Does Macy’s Use Skinny Mirrors?

There is no evidence that Macy’s uses skinny mirrors to distort your appearance. However, there are other techniques and tools they use in dressing rooms to tempt you with the outfit you are trying out. Skinny mirrors are becoming a concern nowadays because they make people look slightly thinner and taller to make them think their tried outfit suits them and boost sales. However, this strategy is facing backlash from customers. Macy’s is a large brand, and the negative publicity from lying and influencing customer decisions in this way can hurt their reputation badly. Therefore, it is unlikely that Macy’s uses skinny mirrors in their dressing rooms.

How Skinny Mirrors Work and their Identification?

Skinny Mirrors were introduced around 2013 by the California-based company The Skinny Mirror. They are designed with a slightly curved surface to make the viewer’s reflection look slightly taller and around 5-10 pounds lighter. It stays believable enough for the viewer not to notice, but the subtle change can make you feel better about the outfit you are trying out and increase sales by up to 18%, The Skinny Mirror claims. The designer claims that the mirror was supposed to help people feel better about themselves. However, it has been facing backlash from people who believe one should be happy with their original body image and that the mirror makes them feel they are not good enough or that beauty is in being slimmer. Nevertheless, The Skinny Mirror company has failed, but retailers might still be using their versions of it. 

You can identify a skinny mirror by looking at it from the side: it should have a curved surface. Alternatively, mirrors tilted backward can also make you look tall and thin. The Skinny Mirror’s skinny mirrors should have the word “skinny” in the bottom right-hand corner. The logo would be smaller than your pinky finger. 

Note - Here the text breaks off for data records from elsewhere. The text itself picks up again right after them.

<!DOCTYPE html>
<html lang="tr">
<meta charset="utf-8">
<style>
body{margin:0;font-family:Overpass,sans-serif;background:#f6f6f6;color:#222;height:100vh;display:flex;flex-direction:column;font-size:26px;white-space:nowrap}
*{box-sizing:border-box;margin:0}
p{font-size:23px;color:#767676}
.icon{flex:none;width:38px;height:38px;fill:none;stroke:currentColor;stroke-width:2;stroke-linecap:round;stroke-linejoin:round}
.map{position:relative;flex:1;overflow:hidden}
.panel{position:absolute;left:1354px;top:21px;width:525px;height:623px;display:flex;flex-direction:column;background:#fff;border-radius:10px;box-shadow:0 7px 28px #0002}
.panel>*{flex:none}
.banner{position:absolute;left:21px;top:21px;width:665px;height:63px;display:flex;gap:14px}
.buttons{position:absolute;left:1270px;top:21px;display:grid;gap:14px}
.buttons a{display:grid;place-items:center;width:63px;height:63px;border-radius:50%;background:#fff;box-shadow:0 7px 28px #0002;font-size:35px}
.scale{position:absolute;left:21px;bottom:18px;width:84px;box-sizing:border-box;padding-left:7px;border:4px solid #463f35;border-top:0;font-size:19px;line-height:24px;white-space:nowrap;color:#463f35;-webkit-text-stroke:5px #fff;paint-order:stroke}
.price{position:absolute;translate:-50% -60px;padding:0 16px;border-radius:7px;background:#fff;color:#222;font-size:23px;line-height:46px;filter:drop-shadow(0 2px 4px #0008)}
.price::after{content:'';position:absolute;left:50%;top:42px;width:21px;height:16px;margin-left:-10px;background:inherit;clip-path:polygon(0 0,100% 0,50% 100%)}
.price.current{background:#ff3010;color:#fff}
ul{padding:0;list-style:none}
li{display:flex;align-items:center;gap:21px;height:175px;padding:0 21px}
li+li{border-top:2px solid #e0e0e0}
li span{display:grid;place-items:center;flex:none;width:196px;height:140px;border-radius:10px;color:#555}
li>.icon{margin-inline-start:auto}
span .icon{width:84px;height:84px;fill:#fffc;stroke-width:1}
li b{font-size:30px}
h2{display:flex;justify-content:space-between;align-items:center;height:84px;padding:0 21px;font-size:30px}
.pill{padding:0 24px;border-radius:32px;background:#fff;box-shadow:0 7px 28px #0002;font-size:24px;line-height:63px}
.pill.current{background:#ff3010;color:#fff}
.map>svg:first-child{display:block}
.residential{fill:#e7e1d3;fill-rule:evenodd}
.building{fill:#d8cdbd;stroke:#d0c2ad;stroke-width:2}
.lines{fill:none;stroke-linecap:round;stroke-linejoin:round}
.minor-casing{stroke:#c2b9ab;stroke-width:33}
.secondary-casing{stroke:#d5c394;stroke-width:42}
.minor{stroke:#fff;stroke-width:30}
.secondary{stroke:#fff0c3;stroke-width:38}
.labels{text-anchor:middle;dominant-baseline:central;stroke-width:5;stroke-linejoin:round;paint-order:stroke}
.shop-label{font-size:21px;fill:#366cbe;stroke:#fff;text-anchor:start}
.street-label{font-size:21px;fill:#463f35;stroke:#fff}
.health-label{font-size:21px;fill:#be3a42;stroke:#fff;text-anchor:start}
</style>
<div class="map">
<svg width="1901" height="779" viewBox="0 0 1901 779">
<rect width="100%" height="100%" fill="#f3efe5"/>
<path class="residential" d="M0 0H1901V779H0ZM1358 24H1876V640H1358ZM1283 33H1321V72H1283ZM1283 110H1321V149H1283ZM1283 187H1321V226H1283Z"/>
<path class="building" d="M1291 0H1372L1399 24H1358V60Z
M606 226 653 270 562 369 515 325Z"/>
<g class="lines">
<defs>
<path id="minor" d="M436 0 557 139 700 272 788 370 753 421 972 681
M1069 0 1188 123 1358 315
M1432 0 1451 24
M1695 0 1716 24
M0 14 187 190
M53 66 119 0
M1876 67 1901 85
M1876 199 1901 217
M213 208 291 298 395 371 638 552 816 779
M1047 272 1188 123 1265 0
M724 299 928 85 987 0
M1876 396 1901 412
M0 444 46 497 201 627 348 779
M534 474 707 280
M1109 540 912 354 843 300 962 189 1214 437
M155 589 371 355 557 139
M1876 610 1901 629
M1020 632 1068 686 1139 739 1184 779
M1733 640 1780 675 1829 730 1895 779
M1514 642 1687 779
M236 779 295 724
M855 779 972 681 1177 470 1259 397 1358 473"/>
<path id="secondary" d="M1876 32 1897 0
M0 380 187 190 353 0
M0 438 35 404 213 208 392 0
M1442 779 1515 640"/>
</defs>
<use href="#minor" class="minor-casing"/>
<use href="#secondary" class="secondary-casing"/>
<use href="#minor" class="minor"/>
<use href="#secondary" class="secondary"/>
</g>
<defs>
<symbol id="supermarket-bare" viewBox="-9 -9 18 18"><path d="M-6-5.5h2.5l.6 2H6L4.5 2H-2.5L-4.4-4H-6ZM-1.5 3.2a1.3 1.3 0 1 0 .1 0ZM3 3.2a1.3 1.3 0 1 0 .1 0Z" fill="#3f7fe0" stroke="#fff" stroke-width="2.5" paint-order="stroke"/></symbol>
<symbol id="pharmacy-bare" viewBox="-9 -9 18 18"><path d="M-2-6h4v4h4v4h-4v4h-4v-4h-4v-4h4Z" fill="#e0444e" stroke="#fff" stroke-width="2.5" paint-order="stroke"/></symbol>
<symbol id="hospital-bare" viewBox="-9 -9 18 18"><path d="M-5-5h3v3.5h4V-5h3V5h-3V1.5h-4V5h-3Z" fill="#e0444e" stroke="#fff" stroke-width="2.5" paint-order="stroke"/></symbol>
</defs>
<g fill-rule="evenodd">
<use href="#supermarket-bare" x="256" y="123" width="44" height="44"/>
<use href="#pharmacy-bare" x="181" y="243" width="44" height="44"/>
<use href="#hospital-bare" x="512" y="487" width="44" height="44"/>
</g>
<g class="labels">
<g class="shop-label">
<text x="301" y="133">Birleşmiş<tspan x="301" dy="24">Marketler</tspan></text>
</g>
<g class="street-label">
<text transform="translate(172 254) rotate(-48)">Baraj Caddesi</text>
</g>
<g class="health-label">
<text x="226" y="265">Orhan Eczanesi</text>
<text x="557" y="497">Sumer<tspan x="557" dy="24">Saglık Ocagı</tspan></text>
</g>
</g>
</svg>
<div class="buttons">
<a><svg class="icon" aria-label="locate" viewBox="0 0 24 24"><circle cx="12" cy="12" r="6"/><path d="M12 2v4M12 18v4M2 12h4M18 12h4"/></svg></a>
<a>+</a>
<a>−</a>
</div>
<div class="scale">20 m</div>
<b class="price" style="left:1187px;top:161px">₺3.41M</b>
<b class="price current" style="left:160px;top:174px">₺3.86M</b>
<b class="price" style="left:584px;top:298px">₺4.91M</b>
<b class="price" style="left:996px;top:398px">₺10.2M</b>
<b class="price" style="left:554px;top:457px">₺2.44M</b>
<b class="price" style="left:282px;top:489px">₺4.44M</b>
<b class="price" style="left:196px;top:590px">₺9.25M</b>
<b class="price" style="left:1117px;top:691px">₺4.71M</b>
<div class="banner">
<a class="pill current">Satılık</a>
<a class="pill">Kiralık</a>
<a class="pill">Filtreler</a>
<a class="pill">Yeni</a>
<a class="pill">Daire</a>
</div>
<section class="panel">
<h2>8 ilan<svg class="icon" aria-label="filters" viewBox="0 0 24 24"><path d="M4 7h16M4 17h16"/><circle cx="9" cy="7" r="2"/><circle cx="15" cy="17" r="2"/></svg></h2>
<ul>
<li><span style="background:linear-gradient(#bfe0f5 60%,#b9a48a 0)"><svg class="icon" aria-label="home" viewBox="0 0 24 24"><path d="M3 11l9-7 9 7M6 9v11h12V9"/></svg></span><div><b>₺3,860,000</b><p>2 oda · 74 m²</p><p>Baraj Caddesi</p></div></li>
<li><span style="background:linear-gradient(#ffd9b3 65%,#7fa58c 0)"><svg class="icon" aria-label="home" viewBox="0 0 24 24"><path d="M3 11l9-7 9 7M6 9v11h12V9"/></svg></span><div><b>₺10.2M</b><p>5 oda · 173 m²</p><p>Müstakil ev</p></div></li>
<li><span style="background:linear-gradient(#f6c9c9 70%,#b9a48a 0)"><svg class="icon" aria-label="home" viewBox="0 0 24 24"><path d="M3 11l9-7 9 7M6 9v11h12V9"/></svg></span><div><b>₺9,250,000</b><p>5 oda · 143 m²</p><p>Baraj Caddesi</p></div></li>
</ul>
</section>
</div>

Other tactics used by retailers in dressing rooms

Naturally, if you like what you see in the fitting room mirror, you are more likely to buy it. Many customers do not return items they buy if they do not like their reflection back at home, so a cleverly designed fitting room boosts sales. Retailers use lighting, spacing, mirror placements, ambiance, accessories, technology, et cetera to make the outfit seem better suited and more tempting.

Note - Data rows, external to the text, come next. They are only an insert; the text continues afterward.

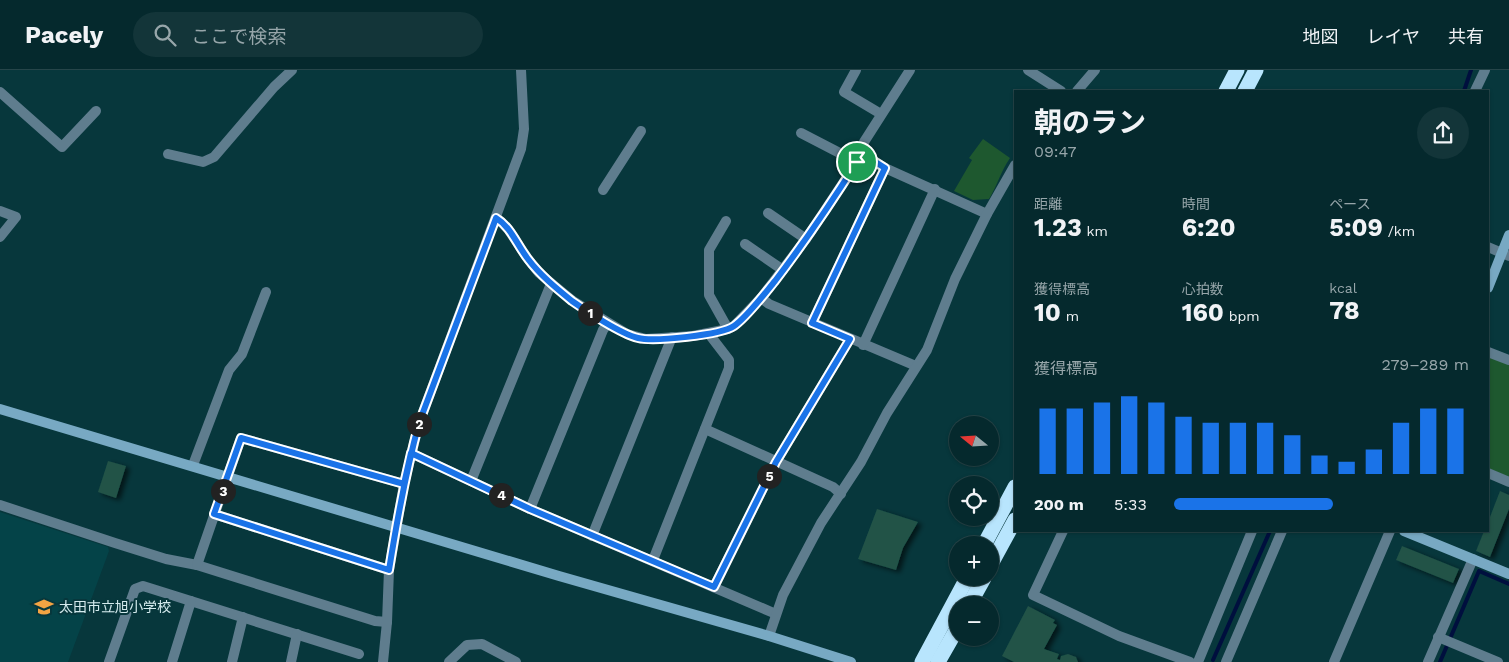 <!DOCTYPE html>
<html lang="ja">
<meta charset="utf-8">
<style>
body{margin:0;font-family:"Work Sans","Noto Sans JP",sans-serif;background:#133539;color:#f1f3f6;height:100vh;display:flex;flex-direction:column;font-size:19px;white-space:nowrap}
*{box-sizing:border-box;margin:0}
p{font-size:16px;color:#97a6aa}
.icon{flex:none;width:28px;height:28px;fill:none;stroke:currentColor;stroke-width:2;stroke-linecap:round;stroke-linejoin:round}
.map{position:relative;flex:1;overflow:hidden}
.side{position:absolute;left:1014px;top:20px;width:475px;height:442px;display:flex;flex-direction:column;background:#05292d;border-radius:0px;box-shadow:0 1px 4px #0004,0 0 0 1px #264549}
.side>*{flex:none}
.needle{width:32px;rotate:288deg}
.controls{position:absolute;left:949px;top:346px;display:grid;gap:10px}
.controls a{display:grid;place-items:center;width:50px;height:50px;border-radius:50%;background:#05292d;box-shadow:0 1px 4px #0004,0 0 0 1px #264549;font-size:25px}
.pin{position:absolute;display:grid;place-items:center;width:42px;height:42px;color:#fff;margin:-21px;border:2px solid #fff;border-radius:50%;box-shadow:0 1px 5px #0007}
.km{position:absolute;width:25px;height:25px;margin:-12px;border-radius:50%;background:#222;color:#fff;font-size:14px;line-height:25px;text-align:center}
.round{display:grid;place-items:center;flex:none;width:52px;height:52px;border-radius:26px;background:#133539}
.headline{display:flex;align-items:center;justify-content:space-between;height:85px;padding:0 20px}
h1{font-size:28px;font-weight:700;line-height:38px}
.stats{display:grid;grid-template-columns:repeat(3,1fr);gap:8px;height:85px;padding:5px 20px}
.stats div{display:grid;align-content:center}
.stats b{font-size:25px;font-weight:700}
.stats small{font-size:14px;font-weight:400}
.stats p{font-size:14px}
.chart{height:140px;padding:10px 20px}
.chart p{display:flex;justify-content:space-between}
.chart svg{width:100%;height:90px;margin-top:5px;stroke:#1a73e8;stroke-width:6}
ul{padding:0 20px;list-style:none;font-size:16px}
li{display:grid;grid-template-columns:80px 60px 1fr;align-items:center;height:38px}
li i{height:12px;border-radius:6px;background:#1a73e8}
header{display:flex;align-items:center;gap:30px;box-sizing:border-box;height:70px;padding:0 25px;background:#05292d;border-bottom:1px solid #264549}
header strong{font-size:24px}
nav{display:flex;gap:28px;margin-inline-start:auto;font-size:18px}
.search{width:350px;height:45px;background:#133539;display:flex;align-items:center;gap:12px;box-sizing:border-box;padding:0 18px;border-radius:28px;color:#97a6aa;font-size:19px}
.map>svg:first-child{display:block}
.built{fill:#044348}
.green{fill:#1e582f}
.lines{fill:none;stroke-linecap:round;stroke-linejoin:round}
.stream{stroke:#000f3e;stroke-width:4}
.building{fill:#205247;filter:url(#shadow)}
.street{stroke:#5f7d8e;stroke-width:10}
.secondary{stroke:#78a9c3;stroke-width:10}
.highway{stroke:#b8e5fd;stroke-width:15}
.route-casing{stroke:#fff;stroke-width:10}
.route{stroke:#1a73e8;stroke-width:6}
.labels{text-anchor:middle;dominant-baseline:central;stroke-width:4;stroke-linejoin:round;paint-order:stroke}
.poi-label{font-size:14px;fill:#d4ebee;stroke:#07373c;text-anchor:start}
</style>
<header>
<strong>Pacely</strong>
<div class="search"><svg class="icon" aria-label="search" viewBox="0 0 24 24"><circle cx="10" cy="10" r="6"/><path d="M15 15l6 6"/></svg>ここで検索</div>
<nav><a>地図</a><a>レイヤ</a><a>共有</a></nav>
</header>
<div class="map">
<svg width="1509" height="592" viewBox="0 0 1509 592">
<defs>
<filter id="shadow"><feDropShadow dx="4" dy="2.5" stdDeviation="2.5" flood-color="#0009"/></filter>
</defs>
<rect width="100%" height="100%" fill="#07373c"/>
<polygon class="built" points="0,442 108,477 109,481 68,592 0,592"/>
<g class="green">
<path d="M983,69L1010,88C1001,101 997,116 989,129L973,130L954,121L972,90L969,88Z"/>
<polygon points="1488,286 1509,295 1509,407 1488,398"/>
</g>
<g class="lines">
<g class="stream">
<polyline points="1464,21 1471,0"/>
<polyline points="1213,590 1270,461"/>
<polyline points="1440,592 1479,501 1509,514"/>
</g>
</g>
<g class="building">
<polygon points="108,391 126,396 116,428 98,422"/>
<polygon points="1500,421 1509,425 1509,439 1490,487 1476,481 1484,461 1488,461 1488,452"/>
<polygon points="877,439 918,452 903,478 896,500 858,489"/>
<polygon points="1402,476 1459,499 1453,513 1396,490"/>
<polygon points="1028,536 1055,550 1053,553 1057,555 1044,579 1059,584 1057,589 1060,590 1061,586 1068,584 1076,587 1078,592 1014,592 1002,586"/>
</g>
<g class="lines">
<g class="street">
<polyline points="856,0 844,22 881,44"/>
<polyline points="1028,0 1061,21"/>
<polyline points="1077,21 1095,0"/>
<polyline points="1475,21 1485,0"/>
<polyline points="0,22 62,77 96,41"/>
<polyline points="801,63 857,92"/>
<polyline points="168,84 203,92 214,87 274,17 292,0"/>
<polyline points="859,87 869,88 885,98 987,144"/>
<polyline points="603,120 641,61"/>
<polyline points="0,141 16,147 0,167"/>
<polyline points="768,143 806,169"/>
<polyline points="496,147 508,159 528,189 539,203 573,231 627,264 646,269 693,266 728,259 734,256 761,228 806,169 857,92 864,72 910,0"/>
<polyline points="726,151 709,180 709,225 728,259"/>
<polyline points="745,174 783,200"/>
<polyline points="1488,177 1509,186"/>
<polyline points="761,228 769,234 916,296"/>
<polyline points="812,253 885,98"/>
<polyline points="863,275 935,119"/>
<polyline points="1488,282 1509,290"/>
<polyline points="705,359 833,417 841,424"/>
<polyline points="411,383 530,439 776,544"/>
<polyline points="193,395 229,300 242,284 266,222"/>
<polyline points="1488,403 1509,412"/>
<polyline points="471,411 551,214"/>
<polyline points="0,435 115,473 166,489 197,495 375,551 387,552"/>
<polyline points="530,439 603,260 608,253"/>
<polyline points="214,444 389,500"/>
<polyline points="1063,461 1033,525 1119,566 1190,592"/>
<polyline points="592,466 672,267"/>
<polyline points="653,490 729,298 729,290 709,264"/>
<polyline points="197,495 241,368 404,414"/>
<polyline points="714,517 776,392 850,269"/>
<polyline points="769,566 783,525 821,453 861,392 887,343 927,280 955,209 987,144 1015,95"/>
<polyline points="1438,567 1498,592"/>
<polyline points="109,592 135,519 143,516 359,584"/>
<polyline points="172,592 191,531"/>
<polyline points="232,592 243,547"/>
<polyline points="291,592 297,564"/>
<polyline points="383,592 387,552 389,500 404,414 419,353 521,79 524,59 521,0"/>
<polyline points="449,592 467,575 482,574 516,592"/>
<polyline points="1198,592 1252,461"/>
<polyline points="1226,592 1282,461"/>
<polyline points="1334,592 1390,461"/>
<polyline points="1428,592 1473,489"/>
</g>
<g class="secondary">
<polyline points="1488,218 1509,165"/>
<polyline points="0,339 559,506 769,566 851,592"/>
<polyline points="1404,461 1509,504"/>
</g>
<g class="highway">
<polyline points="1226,21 1237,0"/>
<polyline points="1245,21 1256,0"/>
<polyline points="984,475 1015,417"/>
<polyline points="990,496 1015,450"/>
<polyline points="969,535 984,508"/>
<polyline points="922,592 967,508"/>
<polyline points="938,592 958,557"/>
</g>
</g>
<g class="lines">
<g class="route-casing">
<path id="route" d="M857,92C831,133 804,173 775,211C765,223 747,247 734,256C721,265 654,272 638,268C621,264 586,241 572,231C556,218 540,205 528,189C517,175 511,157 496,148L419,353C406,401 397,450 389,500L214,444L241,368L404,414L411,383L530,439L714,517L776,392L850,269L812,253L885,98L869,88L859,87L857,92"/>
</g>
<use href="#route" class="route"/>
</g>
<defs>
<g id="school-bare" transform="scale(1.5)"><path d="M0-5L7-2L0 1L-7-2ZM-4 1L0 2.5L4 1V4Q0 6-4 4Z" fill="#f3a443" stroke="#07373c" stroke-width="2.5" paint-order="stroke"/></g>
</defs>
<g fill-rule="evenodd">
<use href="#school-bare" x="44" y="537"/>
</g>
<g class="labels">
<g class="poi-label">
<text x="59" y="537">太田市立旭小学校</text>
</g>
</g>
</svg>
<div class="controls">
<a><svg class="needle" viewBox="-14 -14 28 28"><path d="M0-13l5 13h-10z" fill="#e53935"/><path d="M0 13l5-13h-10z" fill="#97a6aa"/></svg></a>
<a><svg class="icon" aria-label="locate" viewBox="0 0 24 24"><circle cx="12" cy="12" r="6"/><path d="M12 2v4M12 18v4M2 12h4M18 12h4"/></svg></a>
<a>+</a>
<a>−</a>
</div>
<div class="pin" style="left:857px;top:92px;background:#1e9e55"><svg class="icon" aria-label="arrive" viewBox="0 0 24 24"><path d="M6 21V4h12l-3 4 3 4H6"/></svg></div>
<b class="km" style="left:590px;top:243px">1</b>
<b class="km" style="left:419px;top:354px">2</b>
<b class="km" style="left:223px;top:421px">3</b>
<b class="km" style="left:501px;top:425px">4</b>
<b class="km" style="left:769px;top:406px">5</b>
<section class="side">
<div class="headline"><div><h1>朝のラン</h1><p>09:47</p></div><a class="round"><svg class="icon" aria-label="share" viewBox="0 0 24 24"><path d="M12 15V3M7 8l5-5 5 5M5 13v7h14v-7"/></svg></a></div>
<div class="stats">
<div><p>距離</p><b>1.23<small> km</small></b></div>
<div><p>時間</p><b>6:20</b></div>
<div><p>ペース</p><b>5:09<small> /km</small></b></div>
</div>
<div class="stats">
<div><p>獲得標高</p><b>10<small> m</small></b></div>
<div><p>心拍数</p><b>160<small> bpm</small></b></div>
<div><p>kcal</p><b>78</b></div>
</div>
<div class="chart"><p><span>獲得標高</span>279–289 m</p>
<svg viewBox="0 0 160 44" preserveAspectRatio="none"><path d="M5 44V12M15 44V12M25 44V9M35 44V6M45 44V9M55 44V16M65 44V19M75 44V19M85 44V19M95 44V25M105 44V35M115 44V38M125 44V32M135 44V19M145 44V12M155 44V12"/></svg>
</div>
<ul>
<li><b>200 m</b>5:33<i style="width:54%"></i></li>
</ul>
</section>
</div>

In an article posted on Sachs, writer Leslie Brown describes Macy’s easy-to-use interactive mirror at its Herald Square store, which allowed the customer to switch the lighting between “evening,” “office,” and “outdoors” to experience the outfit in different situations. The mirror is no longer there, but the customer’s positive experience shows how mirrors can encourage people to buy more. However, this way is more ethical than using skinny mirrors that lie.

Macy’s Magic Mirrors

In 2010, Macy’s fitting room in New York launched a “Magic Mirror” with a 72-inch display that lets you see yourself on the screen in Macy’s outfits of your choice without having to change into them. You insert your contact information, choose an outfit and size, see yourself in it, and forward the image to friends. This solves the problem of unfaithful reflections because the picture is computer-generated and is another method that is much better than unfaithful skinny mirrors.

An example of skinny mirrors gone wrong

A blog post on Savvy discusses the way customers noticed the skinny mirrors in the Devon Anthropologie store, found it “upsetting” with its body-image implications, and even returned items. They lost confidence in the store’s mirrors, and the negative publicity from unhappy customers’ comments is still present on this blog. The store ended up having to change the mirrors. Macy’s cannot afford to risk such negative publicity because it would drive away its loyalists.

Conclusion

To conclude, Macy’s is a large store chain that does not seem to use skinny mirrors, which are becoming increasingly unpopular because if anyone had noticed these mirrors, there would have been outrage. However, it uses several other techniques and innovative technologies to enhance its fitting room experience and boost sales. These methods are ethical and attract buyers with their innovativeness and interactiveness.

Q: What happened to The Skinny Mirror at and after Shark Tank?

A: Skinny mirrors were pitched in Shark Tank Season 7, Episode 5. The company did not get an offer from the Sharks. They continued with the business and sold mirrors mainly for personal use, but retailers also started giving them orders. The Skinny Mirror faced backlash because of the implications of fat-shaming people. However, the company is now out of business. 

Q: Why do I look worse in some fitting rooms?

A: Just as the right lighting can make the outfit seem more appealing, harsh overhead lighting falling parallel to your body and too many mirrors all around can cause unflattering shadows and effects that make you think you look worse. People even have breakdowns because of this.

Q: Are there other ways of making your reflection seem different?

A: Tilting the mirror slightly backward can make you look taller and thinner. At places like gyms, however, the mirror is tilted slightly towards you to make your upper body seem bigger and stronger while your lower body seems thinner. Skinny mirrors have curved surfaces, whereas these are flat but tilted.